There is a historical trend worth considering. Home phones replaced pay phones. Pagers replaced home phones. Flip phones replaced pagers. The iPhone, which debuted in 2007 and was largely unanticipated by the industry, replaced flip phones. Andy Grove, the CEO of Intel, openly rejected the notion of a computing device in every pocket as a pipe dream in 1992. Not because Grove was stupid, but rather because no one foresaw the convergence of capabilities that would make it a reality, it’s one of the most frequently cited incorrect predictions in tech history. We might be in a similar situation right now, right before something converges in a way that isn’t quite apparent yet.
The wearable AI market was estimated to be worth about $21 billion in 2022 and is expected to grow to over $160 billion by 2030. This is a significant amount, but forecasts at this scale are typically more aspirational than analytical. What is currently available on the market is more grounded: gadgets like the Bee AI bracelet and other wearable ambient computing devices that start to observe, summarize, and anticipate instead of just recording data. A Fitbit that counts your steps is not the same as a wearable that silently records a conversation, arranges what needs to be reviewed, and displays it before you even consider looking. It’s not too late yet. However, the direction is clear.

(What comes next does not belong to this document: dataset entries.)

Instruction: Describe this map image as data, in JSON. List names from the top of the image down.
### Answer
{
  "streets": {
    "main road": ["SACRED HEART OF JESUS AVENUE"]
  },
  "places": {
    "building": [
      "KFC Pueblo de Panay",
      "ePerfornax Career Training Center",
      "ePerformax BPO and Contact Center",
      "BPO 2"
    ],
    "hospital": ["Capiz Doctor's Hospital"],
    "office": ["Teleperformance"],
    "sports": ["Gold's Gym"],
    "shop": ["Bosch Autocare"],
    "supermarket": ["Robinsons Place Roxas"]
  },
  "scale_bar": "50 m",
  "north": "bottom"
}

The counterargument is legitimate and merits careful consideration. The Humane AI Pin, which debuted at $700 and received terrible reviews, taught the industry a crucial lesson: people don’t genuinely want to give up their phones for something worse. The device failed because the execution was far from ready, not because the concept was unfeasible. Over a million Ray-Ban smart glasses were sold by Meta in a single year, which is impressive until you consider that Apple sells about that many iPhones every three days. The ecosystem is deeply ingrained, the infrastructure is vast, and any new gadget must not only function well but also blend in with the digital life that has been gradually constructed around the glass rectangle in every person’s pocket.
Whether AI will destroy smartphones or just make them more powerful than they have ever been is still genuinely unknown. Both are conceivable. Observing how things are actually evolving, a more astute argument might be that the smartphone survives the next five years but alters its relationship to everything around it, becoming the processor instead of the screen and the hub instead of the interface. The glasses communicate with the phone. The wearable communicates with the phone. On the phone, the AI agent operates. You simply stop staring at it for so long.
That may be the most accurate description of what will happen next. The focus is on the end of the screen rather than the end of the device. Even though that might seem like a minor change, think about how much of everyday life is currently conducted behind that glass and what it would mean to regain some of it.